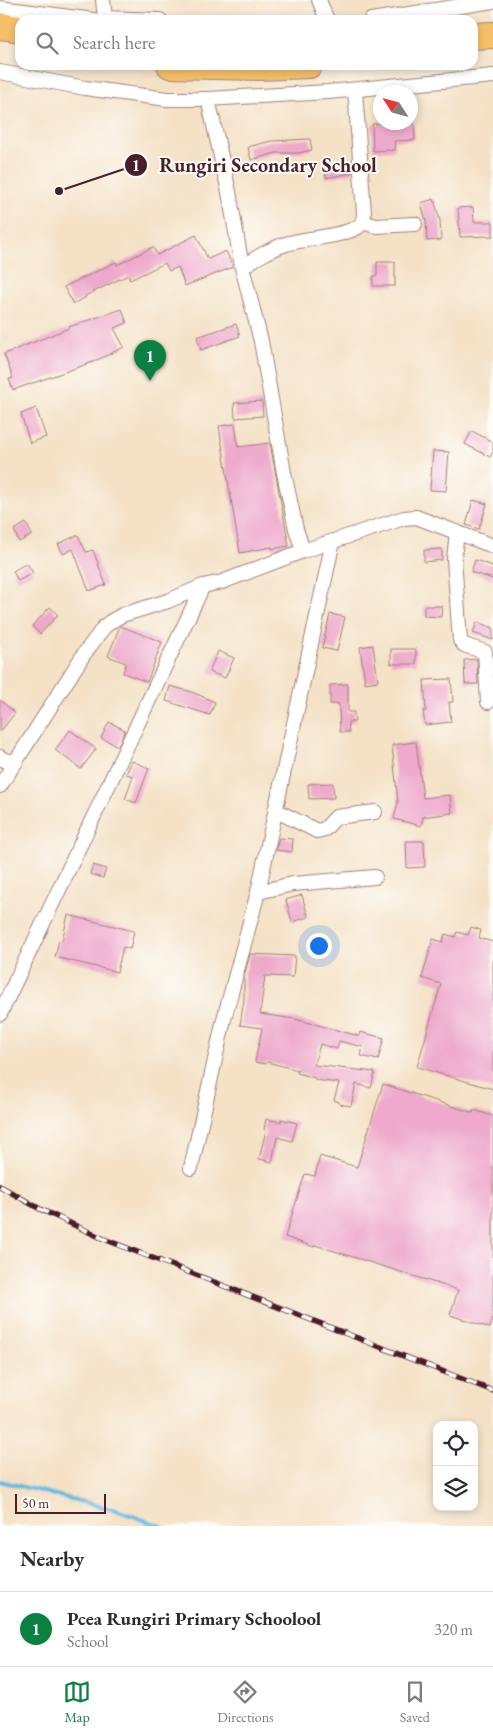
<!DOCTYPE html>
<style>
:root{--surface:#fff;--page:#f7f7f7;--text:#2b2b33;--muted:#7c7c81;--line:#e1e1e2;--accent:#0b8043}
body{margin:0;font-family:"EB Garamond",serif;background:var(--page);color:var(--text)}
.controls{position:absolute;right:15px;bottom:15px;display:grid;overflow:hidden;border-radius:10px;box-shadow:0 2px 8px #0003}
.controls button{width:45px;height:45px;display:grid;place-items:center;padding:0;border:0;border-bottom:1px solid var(--line);background:var(--surface);color:var(--text);font:25px sans-serif}
.compass{position:absolute;left:373px;top:85px;width:45px;height:45px;border-radius:50%;background:var(--surface);box-shadow:0 2px 8px #0003;rotate:306deg}
.scale{position:absolute;left:15px;bottom:12px;width:91px;box-sizing:border-box;padding-left:5px;border:2px solid #4a1f2b;border-top:0;font-size:14px;line-height:18px;white-space:nowrap;color:#4a1f2b;-webkit-text-stroke:4px #fdfcf7;paint-order:stroke}
.you{position:absolute;left:318px;top:945px;width:18px;height:18px;margin:-12px;border:4px solid #fff;border-radius:50%;background:#1a73e8;box-shadow:0 0 0 8px #1a73e833}
.badge{display:grid;place-items:center;width:32px;height:32px;border-radius:50%;background:var(--accent);color:#fff;font-size:16px;font-weight:700}
.pin{position:absolute;translate:-50% -41px;filter:drop-shadow(0 1px 2px #0008)}
.pin::after{content:'';position:absolute;top:26px;width:18px;height:15px;background:inherit;clip-path:polygon(0 0,100% 0,50% 100%)}
.list{margin:0;padding:0;list-style:none}
h2{display:flex;justify-content:space-between;align-items:center;height:65px;margin:0;padding:0 20px;font-size:21px}
h2 small{font-size:16px;font-weight:400;color:var(--muted)}
.list li{display:grid;grid-template-columns:32px 1fr auto;gap:15px;align-items:center;box-sizing:border-box;height:75px;padding:0 20px;border-top:1px solid var(--line)}
.list b{display:block;font-size:19px;white-space:nowrap}
.list p{margin:0;font-size:16px;white-space:nowrap;color:var(--muted)}
.list em{font-size:16px;font-style:normal;color:var(--muted)}
.icon{flex:none;width:28px;height:28px;fill:none;stroke:currentColor;stroke-width:2;stroke-linecap:round;stroke-linejoin:round}
.map{position:relative;flex:none;width:493px;height:1526px;overflow:hidden}
.search{position:absolute;background:var(--surface);box-shadow:0 2px 8px #0003;left:15px;right:15px;top:15px;height:55px;display:flex;align-items:center;gap:12px;box-sizing:border-box;padding:0 18px;border-radius:15px;color:var(--muted);font-size:19px}
.sheet{height:140px;background:var(--surface)}
nav{display:flex;justify-content:space-around;align-items:center;box-sizing:border-box;height:70px;border-top:1px solid var(--line);background:var(--surface);font-size:14px;color:var(--muted)}
nav a{display:grid;justify-items:center;gap:2px}
nav .on{color:var(--accent)}
.map>svg:first-child{display:block}
.lines{fill:none;stroke-linecap:round;stroke-linejoin:round}
.stream{stroke:#61b7de;stroke-width:4}
.building{fill:#eea9cc}
.street-casing{stroke:#9f8078;stroke-width:16}
.highway-casing{stroke:#9f8078;stroke-width:28}
.street{stroke:#fff;stroke-width:14}
.highway{stroke:#f6c06b;stroke-width:26}
.rail-casing{stroke:#4a1f2b;stroke-width:5.5}
.rail{stroke:#fdfcf7;stroke-width:4;stroke-dasharray:11;stroke-linecap:butt}
.leader{fill:none;stroke:#4a1f2b;stroke-width:2}
.callout-dot{fill:#4a1f2b;stroke:#fdfcf7;stroke-width:2}
.mark-label{font-size:15px;text-anchor:middle;font-weight:bold;fill:#fff}
.callout-label{font-size:20px;text-anchor:middle;font-weight:bold;fill:#4a1f2b;stroke:#fdfcf7;stroke-width:4;stroke-linejoin:round;paint-order:stroke}
</style>
<div class="map">
<svg width="493" height="1526" viewBox="0 0 493 1526">
<rect width="100%" height="100%" fill="#fdfcf7"/>
<filter id="ink" filterUnits="userSpaceOnUse"><feTurbulence type="fractalNoise" baseFrequency=".02" numOctaves="2"/><feDisplacementMap in="SourceGraphic" scale="10" xChannelSelector="R" yChannelSelector="G"/><feConvolveMatrix kernelMatrix="1 2 1 2 8 2 1 2 1" color-interpolation-filters="sRGB"/></filter>
<filter id="wash" filterUnits="userSpaceOnUse"><feTurbulence type="fractalNoise" baseFrequency=".0096" numOctaves="4" result="noise"/><feDisplacementMap in="SourceGraphic" scale="20" xChannelSelector="R" yChannelSelector="G"/><feGaussianBlur stdDeviation="1.12" result="paint"/><feColorMatrix in="noise" values="0 0 0 0 0 0 0 0 0 0 0 0 0 0 0 0 0 1.4 0 .05"/><feComposite in="paint" operator="in"/></filter>
<g filter="url(#wash)">
<rect width="100%" height="100%" fill="#f4e1c6"/>
<g class="lines">
<path class="stream" d="M 0,1481 L 119,1511 L 161,1526"/>
</g>
<g id="blocks">
<path class="building" d="M 394,123 L 394,125 L 414,123 L 415,140 L 394,141 L 395,150 L 373,151 L 372,124 Z
M 310,139 L 312,150 L 298,153 L 276,153 L 251,160 L 248,147 L 271,141 Z
M 351,162 L 352,173 L 326,178 L 325,166 Z
M 434,199 L 440,221 L 441,240 L 427,241 L 426,221 L 421,203 Z
M 473,207 L 474,222 L 493,222 L 493,236 L 460,237 L 458,208 Z
M 196,235 L 208,259 L 226,251 L 233,267 L 185,286 L 178,267 L 169,271 L 165,263 L 130,280 L 128,275 L 85,296 L 86,297 L 73,304 L 64,287 L 116,262 L 117,265 L 153,247 L 157,255 Z
M 377,262 L 395,262 L 395,286 L 373,286 L 373,276 L 377,276 Z
M 122,309 L 127,323 L 114,328 L 124,347 L 93,362 L 13,390 L 9,379 L 13,378 L 4,354 L 69,328 L 69,327 Z
M 236,324 L 240,336 L 201,350 L 197,337 Z
M 262,401 L 263,416 L 235,418 L 234,403 Z
M 36,408 L 46,437 L 30,443 L 21,414 Z
M 235,424 L 238,447 L 270,443 L 289,546 L 272,549 L 272,547 L 240,553 L 219,426 Z
M 472,431 L 493,442 L 493,452 L 490,457 L 465,444 Z
M 433,451 L 449,452 L 446,491 L 430,490 Z
M 473,500 L 487,504 L 479,529 L 466,525 Z
M 26,523 L 32,535 L 19,542 L 14,530 Z
M 78,535 L 86,552 L 93,550 L 106,585 L 89,591 L 73,549 L 63,554 L 58,544 Z
M 442,549 L 442,560 L 424,562 L 424,550 Z
M 475,560 L 493,566 L 493,579 L 471,572 Z
M 27,563 L 33,573 L 18,581 L 13,571 Z
M 424,606 L 442,606 L 441,617 L 424,616 Z
M 50,607 L 58,615 L 40,634 L 32,626 Z
M 330,614 L 345,617 L 337,651 L 322,648 Z
M 477,622 L 493,628 L 493,640 L 473,633 Z
M 120,626 L 162,642 L 147,682 L 123,673 L 126,663 L 108,656 Z
M 373,645 L 378,681 L 365,683 L 360,647 Z
M 391,649 L 416,649 L 416,664 L 391,664 Z
M 218,651 L 234,658 L 225,678 L 209,672 Z
M 477,659 L 478,684 L 465,684 L 464,660 Z
M 451,679 L 453,702 L 449,702 L 451,722 L 425,725 L 423,711 L 426,711 L 424,680 Z
M 348,684 L 348,712 L 354,712 L 355,722 L 348,722 L 349,732 L 340,732 L 339,704 L 330,704 L 330,685 Z
M 170,686 L 192,692 L 215,702 L 210,715 L 166,701 Z
M 0,700 L 15,713 L 0,732 Z
M 109,722 L 125,730 L 118,746 L 101,738 Z
M 70,730 L 96,749 L 81,769 L 55,750 Z
M 416,742 L 423,798 L 450,795 L 452,813 L 423,817 L 421,826 L 394,819 L 398,802 L 392,745 Z
M 132,761 L 149,768 L 136,803 L 125,799 L 133,776 L 126,774 Z
M 333,783 L 334,798 L 309,799 L 308,784 Z
M 279,838 L 293,839 L 292,852 L 276,850 Z
M 406,841 L 424,841 L 425,867 L 407,868 Z
M 93,865 L 106,869 L 103,878 L 90,874 Z
M 302,895 L 308,917 L 292,922 L 286,900 Z
M 68,915 L 134,931 L 130,949 L 123,947 L 117,972 L 55,957 L 59,940 L 62,941 Z
M 471,927 L 481,930 L 479,938 L 493,942 L 493,1089 L 417,1067 L 441,984 L 422,978 L 433,939 L 443,942 L 445,934 L 455,937 L 457,932 L 468,935 Z
M 250,954 L 295,956 L 293,977 L 265,976 L 260,1014 L 295,1019 L 359,1036 L 360,1032 L 384,1038 L 378,1060 L 361,1056 L 363,1047 L 339,1041 L 337,1049 L 320,1044 L 314,1065 L 375,1072 L 371,1088 L 356,1084 L 351,1106 L 339,1104 L 339,1102 L 334,1100 L 339,1083 L 315,1080 L 315,1078 L 297,1073 L 298,1070 L 267,1062 L 266,1064 L 255,1062 L 262,1028 L 240,1025 L 244,999 L 244,976 Z
M 383,1084 L 473,1113 L 474,1110 L 493,1116 L 493,1318 L 490,1328 L 450,1315 L 458,1290 L 315,1245 L 314,1247 L 285,1237 L 305,1174 L 315,1176 L 320,1156 L 357,1167 Z
M 266,1119 L 281,1122 L 281,1119 L 297,1123 L 292,1141 L 277,1137 L 272,1162 L 259,1159 L 266,1130 L 264,1129 Z"/>
</g>
</g>
<g filter="url(#ink)">
<use href="#blocks" fill-opacity="0" stroke="#9f8078" stroke-width="1"/>
<g class="lines">
<defs>
<path id="street" d="M 103,0 L 105,18
M 319,0 L 327,20
M 0,8 L 94,20
M 105,18 L 160,20
M 371,20 L 493,1
M 0,72 L 85,88 L 167,99 L 208,99 L 328,92 L 493,76
M 208,99 L 229,192 L 242,267 L 261,341 L 284,473 L 296,529 L 303,551
M 362,222 L 376,226 L 415,224
M 242,267 C 256,258 270,249 286,244 C 306,238 341,237 358,227 C 363,223 364,219 364,213 L 355,90
M 457,532 L 454,559 L 460,640 L 464,645 L 485,652 L 488,702
M 0,757 L 4,760 L 16,762
M 0,786 L 84,654 L 104,627 L 110,622 L 122,615 L 168,601 L 203,586 L 222,582 L 303,551 L 404,518 L 416,517 L 493,546
M 275,810 L 317,831 L 325,829 L 336,817 L 375,812
M 258,892 L 293,884 L 375,877
M 0,1014 L 203,586
M 191,1168 L 224,1019 L 258,892 L 333,541"/>
<path id="highway" d="M 0,26 L 20,29
M 473,36 L 493,35
M 170,65 L 259,67 L 309,65"/>
</defs>
<use href="#street" class="street-casing"/>
<use href="#highway" class="highway-casing"/>
<use href="#street" class="street"/>
<use href="#highway" class="highway"/>
<defs>
<path id="rail" d="M 0,1186 L 40,1209 L 104,1239 L 493,1391"/>
</defs>
<use href="#rail" class="rail-casing"/>
<use href="#rail" class="rail"/>
</g>
</g>
<path class="leader" d="M59 191L136 165"/>
<g class="callout-dot">
<circle cx="59" cy="191" r="5"/>
<circle cx="136" cy="165" r="12"/>
</g>
<g class="mark-label">
<text x="136" y="171">1</text>
</g>
<g class="callout-label">
<text x="268" y="172">Rungiri Secondary School</text>
</g>
</svg>
<div class="controls">
<button><svg class="icon" aria-label="locate" viewBox="0 0 24 24"><circle cx="12" cy="12" r="6"/><path d="M12 2v4M12 18v4M2 12h4M18 12h4"/></svg></button>
<button><svg class="icon" aria-label="layers" viewBox="0 0 24 24"><path d="M12 4l9 5-9 5-9-5zM3 14l9 5 9-5"/></svg></button>
</div>
<svg class="compass" viewBox="-18 -18 36 36"><path d="M0-13l5 13h-10z" fill="#e53935"/><path d="M0 13l5-13h-10z" fill="#7c7c81"/></svg>
<div class="scale">50 m</div>
<div class="you"></div>
<div class="pin badge" style="left:150px;top:381px">1</div>
<div class="search"><svg class="icon" aria-label="search" viewBox="0 0 24 24"><circle cx="10" cy="10" r="6"/><path d="M15 15l6 6"/></svg>Search here</div>
</div>
<section class="sheet">
<h2>Nearby<small></small></h2>
<ul class="list">
<li><span class="badge">1</span><div><b>Pcea Rungiri Primary Schoolool</b><p>School</p></div><em>320 m</em></li>
</ul>
</section>
<nav>
<a class="on"><svg class="icon" aria-label="map" viewBox="0 0 24 24"><path d="M3 6l6-2 6 2 6-2v14l-6 2-6-2-6 2zM9 4v14M15 6v14"/></svg>Map</a>
<a><svg class="icon" aria-label="directions" viewBox="0 0 24 24"><path d="M12 3l9 9-9 9-9-9zM9 14v-3h6M13 9l2 2-2 2"/></svg>Directions</a>
<a><svg class="icon" aria-label="saved" viewBox="0 0 24 24"><path d="M7 4h10v16l-5-4-5 4z"/></svg>Saved</a>
</nav>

☆ ☆ ☆ ☆ ☆

▶ Exercise objective: Return every line from the entries above that includes the word "size".

▶ Exercise answer:
.scale{position:absolute;left:15px;bottom:12px;width:91px;box-sizing:border-box;padding-left:5px;border:2px solid #4a1f2b;border-top:0;font-size:14px;line-height:18px;white-space:nowrap;color:#4a1f2b;-webkit-text-stroke:4px #fdfcf7;paint-order:stroke}
.badge{display:grid;place-items:center;width:32px;height:32px;border-radius:50%;background:var(--accent);color:#fff;font-size:16px;font-weight:700}
h2{display:flex;justify-content:space-between;align-items:center;height:65px;margin:0;padding:0 20px;font-size:21px}
h2 small{font-size:16px;font-weight:400;color:var(--muted)}
.list b{display:block;font-size:19px;white-space:nowrap}
.list p{margin:0;font-size:16px;white-space:nowrap;color:var(--muted)}
.list em{font-size:16px;font-style:normal;color:var(--muted)}
.search{position:absolute;background:var(--surface);box-shadow:0 2px 8px #0003;left:15px;right:15px;top:15px;height:55px;display:flex;align-items:center;gap:12px;box-sizing:border-box;padding:0 18px;border-radius:15px;color:var(--muted);font-size:19px}
nav{display:flex;justify-content:space-around;align-items:center;box-sizing:border-box;height:70px;border-top:1px solid var(--line);background:var(--surface);font-size:14px;color:var(--muted)}
.mark-label{font-size:15px;text-anchor:middle;font-weight:bold;fill:#fff}
.callout-label{font-size:20px;text-anchor:middle;font-weight:bold;fill:#4a1f2b;stroke:#fdfcf7;stroke-width:4;stroke-linejoin:round;paint-order:stroke}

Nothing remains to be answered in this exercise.